## Task item
Filter by the string "rows": return the lines of the material that contain it.

#### The data

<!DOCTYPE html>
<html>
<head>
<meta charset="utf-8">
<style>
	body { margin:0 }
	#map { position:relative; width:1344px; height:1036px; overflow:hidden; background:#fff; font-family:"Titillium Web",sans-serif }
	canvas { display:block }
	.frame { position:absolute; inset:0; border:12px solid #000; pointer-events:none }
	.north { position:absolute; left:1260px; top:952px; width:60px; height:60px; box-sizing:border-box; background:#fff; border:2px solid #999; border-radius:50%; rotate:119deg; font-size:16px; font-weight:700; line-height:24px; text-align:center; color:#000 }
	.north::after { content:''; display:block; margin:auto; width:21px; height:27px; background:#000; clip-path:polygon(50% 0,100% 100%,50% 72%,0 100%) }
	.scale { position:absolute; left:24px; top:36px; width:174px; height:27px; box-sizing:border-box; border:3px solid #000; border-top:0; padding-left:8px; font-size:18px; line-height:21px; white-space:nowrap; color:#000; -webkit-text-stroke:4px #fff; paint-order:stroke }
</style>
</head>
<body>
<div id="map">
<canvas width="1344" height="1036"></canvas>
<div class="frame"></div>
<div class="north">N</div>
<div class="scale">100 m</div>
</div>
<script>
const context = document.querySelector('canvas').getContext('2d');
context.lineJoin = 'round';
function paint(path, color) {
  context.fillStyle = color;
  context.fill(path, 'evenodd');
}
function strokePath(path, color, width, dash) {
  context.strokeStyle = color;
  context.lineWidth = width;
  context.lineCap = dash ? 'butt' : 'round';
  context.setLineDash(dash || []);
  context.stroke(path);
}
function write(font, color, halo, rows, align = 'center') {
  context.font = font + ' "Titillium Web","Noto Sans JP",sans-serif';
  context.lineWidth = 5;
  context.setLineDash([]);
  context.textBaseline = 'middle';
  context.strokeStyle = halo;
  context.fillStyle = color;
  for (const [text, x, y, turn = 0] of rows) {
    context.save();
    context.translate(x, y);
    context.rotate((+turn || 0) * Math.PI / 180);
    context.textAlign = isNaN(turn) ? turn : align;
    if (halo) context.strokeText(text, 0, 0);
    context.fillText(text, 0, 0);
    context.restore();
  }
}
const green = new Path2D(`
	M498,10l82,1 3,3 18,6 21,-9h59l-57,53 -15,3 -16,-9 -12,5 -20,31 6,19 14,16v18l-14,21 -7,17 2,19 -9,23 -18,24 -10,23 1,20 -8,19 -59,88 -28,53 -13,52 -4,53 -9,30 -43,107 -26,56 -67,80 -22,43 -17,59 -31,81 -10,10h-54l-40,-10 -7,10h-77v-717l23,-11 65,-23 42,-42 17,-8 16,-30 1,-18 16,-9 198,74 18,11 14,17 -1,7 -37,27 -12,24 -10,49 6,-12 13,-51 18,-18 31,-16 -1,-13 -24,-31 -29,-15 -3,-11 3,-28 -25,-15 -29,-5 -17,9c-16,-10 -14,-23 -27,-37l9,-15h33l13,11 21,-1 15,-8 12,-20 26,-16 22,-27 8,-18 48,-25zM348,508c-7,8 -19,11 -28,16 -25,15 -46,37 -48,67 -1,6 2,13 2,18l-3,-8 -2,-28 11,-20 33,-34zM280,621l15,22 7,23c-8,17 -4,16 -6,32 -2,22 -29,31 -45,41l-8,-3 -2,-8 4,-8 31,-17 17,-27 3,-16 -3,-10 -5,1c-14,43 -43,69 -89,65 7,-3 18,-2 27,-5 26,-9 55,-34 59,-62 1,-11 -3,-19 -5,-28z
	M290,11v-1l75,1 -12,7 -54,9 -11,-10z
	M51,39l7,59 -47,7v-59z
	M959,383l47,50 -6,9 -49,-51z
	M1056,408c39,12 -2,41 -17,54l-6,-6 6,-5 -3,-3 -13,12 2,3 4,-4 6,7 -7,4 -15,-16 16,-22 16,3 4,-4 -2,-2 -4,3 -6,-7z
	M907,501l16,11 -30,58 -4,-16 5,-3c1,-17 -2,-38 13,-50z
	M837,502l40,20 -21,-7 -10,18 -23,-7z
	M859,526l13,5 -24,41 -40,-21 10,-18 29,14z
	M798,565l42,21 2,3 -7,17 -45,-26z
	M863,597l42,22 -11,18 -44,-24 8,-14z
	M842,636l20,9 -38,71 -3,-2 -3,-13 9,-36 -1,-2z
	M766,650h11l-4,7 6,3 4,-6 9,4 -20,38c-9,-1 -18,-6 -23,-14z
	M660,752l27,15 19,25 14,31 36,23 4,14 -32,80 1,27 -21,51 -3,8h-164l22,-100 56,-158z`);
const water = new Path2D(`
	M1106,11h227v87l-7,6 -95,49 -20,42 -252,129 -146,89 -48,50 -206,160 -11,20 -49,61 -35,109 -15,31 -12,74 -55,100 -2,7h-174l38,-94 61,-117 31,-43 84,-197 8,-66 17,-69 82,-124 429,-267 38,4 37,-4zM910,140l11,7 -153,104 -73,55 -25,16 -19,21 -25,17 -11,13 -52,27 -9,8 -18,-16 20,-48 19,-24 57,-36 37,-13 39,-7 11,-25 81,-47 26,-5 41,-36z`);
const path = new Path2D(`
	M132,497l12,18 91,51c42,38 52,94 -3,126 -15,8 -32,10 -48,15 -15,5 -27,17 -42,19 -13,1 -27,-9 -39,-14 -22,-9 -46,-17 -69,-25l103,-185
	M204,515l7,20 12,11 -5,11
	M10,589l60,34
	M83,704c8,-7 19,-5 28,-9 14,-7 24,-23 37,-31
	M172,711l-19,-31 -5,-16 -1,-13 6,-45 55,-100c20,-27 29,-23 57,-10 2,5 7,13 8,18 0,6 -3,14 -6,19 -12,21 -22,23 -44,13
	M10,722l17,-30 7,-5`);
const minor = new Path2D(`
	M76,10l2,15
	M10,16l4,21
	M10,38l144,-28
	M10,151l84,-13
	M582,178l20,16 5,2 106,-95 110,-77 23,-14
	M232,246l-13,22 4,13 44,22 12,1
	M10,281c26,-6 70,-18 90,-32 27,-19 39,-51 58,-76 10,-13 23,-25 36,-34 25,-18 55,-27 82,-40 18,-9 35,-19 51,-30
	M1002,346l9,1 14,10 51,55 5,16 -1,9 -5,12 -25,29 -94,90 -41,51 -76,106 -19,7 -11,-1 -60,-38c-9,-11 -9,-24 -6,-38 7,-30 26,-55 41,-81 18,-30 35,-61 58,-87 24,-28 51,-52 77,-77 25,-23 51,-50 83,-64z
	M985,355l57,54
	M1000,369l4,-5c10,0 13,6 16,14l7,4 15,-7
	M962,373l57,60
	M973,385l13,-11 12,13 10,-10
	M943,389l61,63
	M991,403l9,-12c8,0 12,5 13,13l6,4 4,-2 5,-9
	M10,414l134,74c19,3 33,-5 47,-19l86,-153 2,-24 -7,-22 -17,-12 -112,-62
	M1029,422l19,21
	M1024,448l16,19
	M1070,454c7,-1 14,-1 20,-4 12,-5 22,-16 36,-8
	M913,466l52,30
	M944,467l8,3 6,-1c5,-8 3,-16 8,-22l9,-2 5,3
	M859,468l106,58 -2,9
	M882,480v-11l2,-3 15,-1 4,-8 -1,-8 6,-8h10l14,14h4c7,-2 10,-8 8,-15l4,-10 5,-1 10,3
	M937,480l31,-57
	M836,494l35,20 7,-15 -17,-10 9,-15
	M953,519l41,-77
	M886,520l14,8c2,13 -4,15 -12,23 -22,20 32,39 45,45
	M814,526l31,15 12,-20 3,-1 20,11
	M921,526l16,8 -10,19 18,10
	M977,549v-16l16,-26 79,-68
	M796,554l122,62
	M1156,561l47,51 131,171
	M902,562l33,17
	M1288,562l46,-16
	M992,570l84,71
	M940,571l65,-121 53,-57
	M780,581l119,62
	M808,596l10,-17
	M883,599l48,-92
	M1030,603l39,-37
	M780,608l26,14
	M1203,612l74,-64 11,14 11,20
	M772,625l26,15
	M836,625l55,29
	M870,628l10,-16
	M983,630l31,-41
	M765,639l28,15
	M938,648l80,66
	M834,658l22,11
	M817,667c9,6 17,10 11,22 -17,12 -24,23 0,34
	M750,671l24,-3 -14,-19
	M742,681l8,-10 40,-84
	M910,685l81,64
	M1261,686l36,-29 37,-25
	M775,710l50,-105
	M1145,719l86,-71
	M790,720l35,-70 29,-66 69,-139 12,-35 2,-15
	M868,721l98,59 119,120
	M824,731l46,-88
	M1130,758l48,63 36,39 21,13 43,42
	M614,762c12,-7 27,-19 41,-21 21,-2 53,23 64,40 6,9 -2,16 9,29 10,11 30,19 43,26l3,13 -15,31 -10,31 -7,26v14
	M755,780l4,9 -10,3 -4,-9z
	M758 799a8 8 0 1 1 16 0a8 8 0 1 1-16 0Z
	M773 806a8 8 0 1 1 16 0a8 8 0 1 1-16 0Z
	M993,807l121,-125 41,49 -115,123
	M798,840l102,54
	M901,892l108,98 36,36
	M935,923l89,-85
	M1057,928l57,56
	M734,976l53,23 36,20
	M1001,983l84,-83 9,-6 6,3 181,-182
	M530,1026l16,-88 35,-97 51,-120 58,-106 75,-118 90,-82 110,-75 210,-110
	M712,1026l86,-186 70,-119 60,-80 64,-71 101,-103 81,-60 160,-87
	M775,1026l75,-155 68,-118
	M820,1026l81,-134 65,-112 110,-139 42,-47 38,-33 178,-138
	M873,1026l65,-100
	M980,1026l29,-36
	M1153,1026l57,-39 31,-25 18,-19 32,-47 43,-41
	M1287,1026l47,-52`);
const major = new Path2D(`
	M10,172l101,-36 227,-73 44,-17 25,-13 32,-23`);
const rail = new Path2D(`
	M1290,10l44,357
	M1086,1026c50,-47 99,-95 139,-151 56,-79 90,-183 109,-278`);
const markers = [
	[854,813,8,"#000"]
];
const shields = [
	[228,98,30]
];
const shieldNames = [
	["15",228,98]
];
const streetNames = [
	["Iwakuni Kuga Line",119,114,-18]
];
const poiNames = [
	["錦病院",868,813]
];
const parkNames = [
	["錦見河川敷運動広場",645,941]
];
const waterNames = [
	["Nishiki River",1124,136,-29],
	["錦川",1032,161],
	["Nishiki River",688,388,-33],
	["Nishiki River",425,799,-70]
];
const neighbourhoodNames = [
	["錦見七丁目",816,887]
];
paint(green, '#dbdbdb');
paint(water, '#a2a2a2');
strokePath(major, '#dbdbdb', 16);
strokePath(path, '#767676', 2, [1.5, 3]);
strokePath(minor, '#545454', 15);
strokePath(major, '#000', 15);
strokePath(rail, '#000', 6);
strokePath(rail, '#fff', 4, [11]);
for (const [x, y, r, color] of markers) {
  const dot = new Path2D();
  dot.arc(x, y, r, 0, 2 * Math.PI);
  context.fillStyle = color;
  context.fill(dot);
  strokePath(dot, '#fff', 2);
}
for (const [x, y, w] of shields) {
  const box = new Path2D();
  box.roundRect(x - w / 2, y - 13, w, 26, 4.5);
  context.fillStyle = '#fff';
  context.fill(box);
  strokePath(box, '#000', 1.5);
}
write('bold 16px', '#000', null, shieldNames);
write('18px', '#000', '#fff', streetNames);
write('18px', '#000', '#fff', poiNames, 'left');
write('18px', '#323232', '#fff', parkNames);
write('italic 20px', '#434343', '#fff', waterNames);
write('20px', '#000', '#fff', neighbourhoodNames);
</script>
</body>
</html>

########

## Your solution
function write(font, color, halo, rows, align = 'center') {
  for (const [text, x, y, turn = 0] of rows) {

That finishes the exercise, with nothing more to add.